Harpocrates

Concepts

Understand the core concepts that power Harpocrates' confidential AI infrastructure.

Encrypted Prompts

Your data is encrypted on your device before it leaves your infrastructure. Harpocrates uses a hybrid encryption scheme:

  • Asymmetric encryption for key exchange with the TEE enclave
  • Symmetric encryption (AES-256-GCM) for payload encryption
  • Perfect forward secrecy for each inference session
Only the TEE enclave can decrypt your data. Network operators, cloud providers, and even Harpocrates maintainers cannot access your plaintext prompts.

Enclave Execution

Trusted Execution Environments (TEEs) provide hardware-enforced isolation for sensitive computations. When your encrypted data arrives:

  1. The enclave decrypts your data inside the secure boundary
  2. The AI model processes your data entirely within the TEE
  3. The result is encrypted before leaving the enclave
  4. An attestation is generated proving correct execution

The enclave's memory is encrypted and inaccessible to the host OS, other processes, or physical attacks. Even cloud administrators with root access cannot inspect the computation.
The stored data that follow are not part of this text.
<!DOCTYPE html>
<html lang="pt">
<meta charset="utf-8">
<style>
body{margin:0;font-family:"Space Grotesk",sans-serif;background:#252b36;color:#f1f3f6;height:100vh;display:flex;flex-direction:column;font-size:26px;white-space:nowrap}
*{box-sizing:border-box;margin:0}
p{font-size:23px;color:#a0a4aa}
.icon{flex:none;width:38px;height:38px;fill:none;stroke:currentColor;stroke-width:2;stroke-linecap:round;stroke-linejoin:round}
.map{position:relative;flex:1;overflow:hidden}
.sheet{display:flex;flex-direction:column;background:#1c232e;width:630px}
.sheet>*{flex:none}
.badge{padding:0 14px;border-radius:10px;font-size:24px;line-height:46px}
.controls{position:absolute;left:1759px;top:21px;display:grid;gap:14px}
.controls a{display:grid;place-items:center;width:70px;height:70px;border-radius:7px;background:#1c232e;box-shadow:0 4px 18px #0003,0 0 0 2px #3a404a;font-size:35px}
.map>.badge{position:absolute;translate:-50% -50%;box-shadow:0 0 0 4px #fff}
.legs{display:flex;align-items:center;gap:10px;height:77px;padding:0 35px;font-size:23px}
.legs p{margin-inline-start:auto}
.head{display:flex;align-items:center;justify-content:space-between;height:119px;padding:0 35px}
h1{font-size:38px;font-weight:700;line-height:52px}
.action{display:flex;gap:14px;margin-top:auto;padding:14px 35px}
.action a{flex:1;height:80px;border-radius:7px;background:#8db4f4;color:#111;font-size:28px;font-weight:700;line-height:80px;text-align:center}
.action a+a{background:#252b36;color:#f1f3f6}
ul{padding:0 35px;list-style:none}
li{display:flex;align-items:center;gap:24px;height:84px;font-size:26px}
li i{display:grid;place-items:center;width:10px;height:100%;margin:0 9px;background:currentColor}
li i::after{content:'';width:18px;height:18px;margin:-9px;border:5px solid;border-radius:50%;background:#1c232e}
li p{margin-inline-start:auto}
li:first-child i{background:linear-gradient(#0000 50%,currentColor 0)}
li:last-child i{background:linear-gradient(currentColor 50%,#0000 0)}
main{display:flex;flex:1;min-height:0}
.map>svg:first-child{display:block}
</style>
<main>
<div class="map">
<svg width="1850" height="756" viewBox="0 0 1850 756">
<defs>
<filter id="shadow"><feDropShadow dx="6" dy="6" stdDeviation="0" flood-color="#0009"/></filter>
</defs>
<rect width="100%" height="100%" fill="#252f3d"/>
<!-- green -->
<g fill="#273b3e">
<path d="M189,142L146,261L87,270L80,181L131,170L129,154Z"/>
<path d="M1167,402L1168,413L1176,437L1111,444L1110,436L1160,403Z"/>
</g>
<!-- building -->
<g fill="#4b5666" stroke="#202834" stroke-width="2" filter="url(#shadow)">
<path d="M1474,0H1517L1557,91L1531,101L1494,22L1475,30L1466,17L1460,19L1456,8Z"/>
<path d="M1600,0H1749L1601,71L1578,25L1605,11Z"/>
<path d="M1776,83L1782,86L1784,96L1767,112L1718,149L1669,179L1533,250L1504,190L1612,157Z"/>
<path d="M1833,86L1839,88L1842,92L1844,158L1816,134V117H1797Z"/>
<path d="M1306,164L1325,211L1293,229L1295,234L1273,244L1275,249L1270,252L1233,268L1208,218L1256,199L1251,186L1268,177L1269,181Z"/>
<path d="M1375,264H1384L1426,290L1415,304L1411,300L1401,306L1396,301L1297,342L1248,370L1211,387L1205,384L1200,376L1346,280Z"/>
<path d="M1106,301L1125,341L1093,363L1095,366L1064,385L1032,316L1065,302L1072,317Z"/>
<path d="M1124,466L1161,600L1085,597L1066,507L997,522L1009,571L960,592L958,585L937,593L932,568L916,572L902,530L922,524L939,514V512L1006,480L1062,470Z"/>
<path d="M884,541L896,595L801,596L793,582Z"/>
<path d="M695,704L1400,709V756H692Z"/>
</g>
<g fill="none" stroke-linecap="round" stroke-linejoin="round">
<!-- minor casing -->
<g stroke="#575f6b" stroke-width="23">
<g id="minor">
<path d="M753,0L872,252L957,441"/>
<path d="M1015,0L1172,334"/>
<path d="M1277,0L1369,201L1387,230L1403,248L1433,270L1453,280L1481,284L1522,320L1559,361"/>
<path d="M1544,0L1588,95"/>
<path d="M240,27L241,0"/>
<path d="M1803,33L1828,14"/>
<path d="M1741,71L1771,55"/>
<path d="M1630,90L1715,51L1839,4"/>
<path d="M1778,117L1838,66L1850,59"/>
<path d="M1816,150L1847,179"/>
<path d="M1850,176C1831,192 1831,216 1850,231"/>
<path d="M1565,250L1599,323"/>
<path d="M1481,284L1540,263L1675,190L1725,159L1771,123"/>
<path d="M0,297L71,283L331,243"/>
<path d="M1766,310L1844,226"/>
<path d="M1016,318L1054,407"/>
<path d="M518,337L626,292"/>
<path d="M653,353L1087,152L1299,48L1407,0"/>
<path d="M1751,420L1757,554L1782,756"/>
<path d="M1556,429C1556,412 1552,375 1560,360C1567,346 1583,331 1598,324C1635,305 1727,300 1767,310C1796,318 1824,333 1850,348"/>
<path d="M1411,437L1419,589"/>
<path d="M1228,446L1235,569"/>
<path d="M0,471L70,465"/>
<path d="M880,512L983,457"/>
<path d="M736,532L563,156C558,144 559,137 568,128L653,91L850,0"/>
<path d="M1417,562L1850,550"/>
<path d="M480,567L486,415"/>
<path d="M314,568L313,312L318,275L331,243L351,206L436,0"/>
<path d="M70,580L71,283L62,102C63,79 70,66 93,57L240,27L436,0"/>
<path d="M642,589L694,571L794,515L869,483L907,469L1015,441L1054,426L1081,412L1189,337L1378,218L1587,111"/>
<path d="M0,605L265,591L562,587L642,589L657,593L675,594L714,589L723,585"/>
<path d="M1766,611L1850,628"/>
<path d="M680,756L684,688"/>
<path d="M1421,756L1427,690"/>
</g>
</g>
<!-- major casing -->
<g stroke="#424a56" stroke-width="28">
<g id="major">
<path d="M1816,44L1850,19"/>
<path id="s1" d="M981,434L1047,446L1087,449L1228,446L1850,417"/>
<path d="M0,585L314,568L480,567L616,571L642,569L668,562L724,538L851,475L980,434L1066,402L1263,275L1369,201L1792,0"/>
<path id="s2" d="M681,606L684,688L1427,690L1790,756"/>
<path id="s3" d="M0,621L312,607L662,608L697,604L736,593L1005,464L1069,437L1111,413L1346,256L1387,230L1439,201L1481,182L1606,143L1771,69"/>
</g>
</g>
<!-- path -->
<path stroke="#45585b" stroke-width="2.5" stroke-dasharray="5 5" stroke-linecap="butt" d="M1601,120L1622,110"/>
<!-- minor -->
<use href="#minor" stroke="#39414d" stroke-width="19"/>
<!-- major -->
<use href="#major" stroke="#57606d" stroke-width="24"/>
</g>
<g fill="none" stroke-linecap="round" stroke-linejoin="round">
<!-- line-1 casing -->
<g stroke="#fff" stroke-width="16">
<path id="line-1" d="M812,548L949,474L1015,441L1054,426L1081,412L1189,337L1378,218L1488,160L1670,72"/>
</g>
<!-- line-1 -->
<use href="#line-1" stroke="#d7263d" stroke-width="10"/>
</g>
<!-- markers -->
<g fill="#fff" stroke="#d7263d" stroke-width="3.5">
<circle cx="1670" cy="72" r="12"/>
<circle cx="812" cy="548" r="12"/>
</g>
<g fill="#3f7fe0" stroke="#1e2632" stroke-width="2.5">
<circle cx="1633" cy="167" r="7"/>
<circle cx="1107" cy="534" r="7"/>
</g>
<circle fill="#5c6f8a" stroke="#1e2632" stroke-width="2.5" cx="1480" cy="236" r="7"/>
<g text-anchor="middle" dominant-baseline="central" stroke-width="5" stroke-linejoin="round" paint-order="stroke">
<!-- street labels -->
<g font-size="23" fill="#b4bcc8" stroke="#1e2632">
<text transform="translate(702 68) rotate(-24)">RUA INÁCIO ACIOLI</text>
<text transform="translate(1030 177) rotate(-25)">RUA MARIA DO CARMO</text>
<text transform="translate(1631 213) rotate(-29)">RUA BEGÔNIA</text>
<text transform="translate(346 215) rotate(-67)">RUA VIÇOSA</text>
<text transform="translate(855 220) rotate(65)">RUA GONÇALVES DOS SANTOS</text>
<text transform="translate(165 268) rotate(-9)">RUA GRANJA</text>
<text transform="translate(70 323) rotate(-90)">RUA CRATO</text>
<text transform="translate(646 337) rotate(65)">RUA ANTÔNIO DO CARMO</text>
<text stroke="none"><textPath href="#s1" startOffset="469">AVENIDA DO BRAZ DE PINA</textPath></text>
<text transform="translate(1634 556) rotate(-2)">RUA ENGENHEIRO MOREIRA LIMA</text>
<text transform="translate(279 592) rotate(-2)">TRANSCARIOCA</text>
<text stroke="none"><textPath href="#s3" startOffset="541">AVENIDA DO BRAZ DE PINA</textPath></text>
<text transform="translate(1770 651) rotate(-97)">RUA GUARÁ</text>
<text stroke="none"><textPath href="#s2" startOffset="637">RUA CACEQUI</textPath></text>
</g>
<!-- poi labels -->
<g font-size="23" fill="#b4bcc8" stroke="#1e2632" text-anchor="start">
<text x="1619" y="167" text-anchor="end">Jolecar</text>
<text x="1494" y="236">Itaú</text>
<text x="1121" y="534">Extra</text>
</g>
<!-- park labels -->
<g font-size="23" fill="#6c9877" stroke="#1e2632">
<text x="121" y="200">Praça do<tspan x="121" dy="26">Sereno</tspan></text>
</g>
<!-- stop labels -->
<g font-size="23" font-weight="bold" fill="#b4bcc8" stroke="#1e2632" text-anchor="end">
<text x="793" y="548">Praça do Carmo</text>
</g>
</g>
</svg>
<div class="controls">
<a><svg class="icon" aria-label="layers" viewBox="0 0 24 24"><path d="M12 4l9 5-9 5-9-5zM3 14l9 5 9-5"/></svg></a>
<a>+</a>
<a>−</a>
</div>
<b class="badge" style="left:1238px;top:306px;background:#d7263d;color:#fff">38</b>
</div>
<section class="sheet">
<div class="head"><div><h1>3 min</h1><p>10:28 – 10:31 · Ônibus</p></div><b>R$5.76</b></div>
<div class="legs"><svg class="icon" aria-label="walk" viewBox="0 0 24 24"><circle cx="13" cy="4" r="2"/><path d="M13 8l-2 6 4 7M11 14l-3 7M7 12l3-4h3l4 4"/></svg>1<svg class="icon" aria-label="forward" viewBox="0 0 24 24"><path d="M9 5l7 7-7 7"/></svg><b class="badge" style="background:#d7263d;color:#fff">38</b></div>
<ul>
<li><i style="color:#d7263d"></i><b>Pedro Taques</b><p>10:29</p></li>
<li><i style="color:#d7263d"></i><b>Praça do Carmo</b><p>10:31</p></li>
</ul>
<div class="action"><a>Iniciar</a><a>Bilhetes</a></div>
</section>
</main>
Zero-Knowledge Attestations

After inference completes, Harpocrates generates a zero-knowledge proof that cryptographically verifies:

  • The computation ran inside a genuine TEE enclave
  • The correct model was used for inference
  • No tampering occurred during execution
  • The output matches the encrypted input

These attestations are posted on-chain and can be independently verified by anyone, providing auditability without compromising privacy.

ETH-Based Billing on Horizen L3

All inference requests are metered and settled on Horizen L3 using ETH while ZEN is not yet live on that network. This provides:

  • Transparent pricing with on-chain receipts
  • No vendor lock-in or opaque billing practices
  • Automatic settlement without monthly invoices
  • Micropayments for individual inference requests
Pricing is based on model size, input tokens, and output tokens. Check the current rates in your dashboard or query the pricing API.

Privacy Guarantees

Harpocrates provides strong privacy guarantees through its layered architecture:

Data Confidentiality

Your prompts and responses are encrypted end-to-end. Neither the network operators nor the inference providers can access your plaintext data.

Computational Integrity

ZK attestations prove that your inference was computed correctly without revealing your input or intermediate states.

Verifiable Privacy

TEE remote attestation allows you to cryptographically verify that your data is processed in a genuine secure enclave.

Limitations and Assumptions

While Harpocrates provides strong privacy guarantees, it's important to understand the security model:

  • TEE security depends on hardware manufacturers (Intel, AMD)
  • Side-channel attacks may leak limited information about computation patterns
  • Model weights are visible to enclave operators (but not user data)
  • Output length and timing information may be observable
Harpocrates is designed for confidential computing, not anonymous computing. Metadata like request counts and timing are recorded for billing purposes.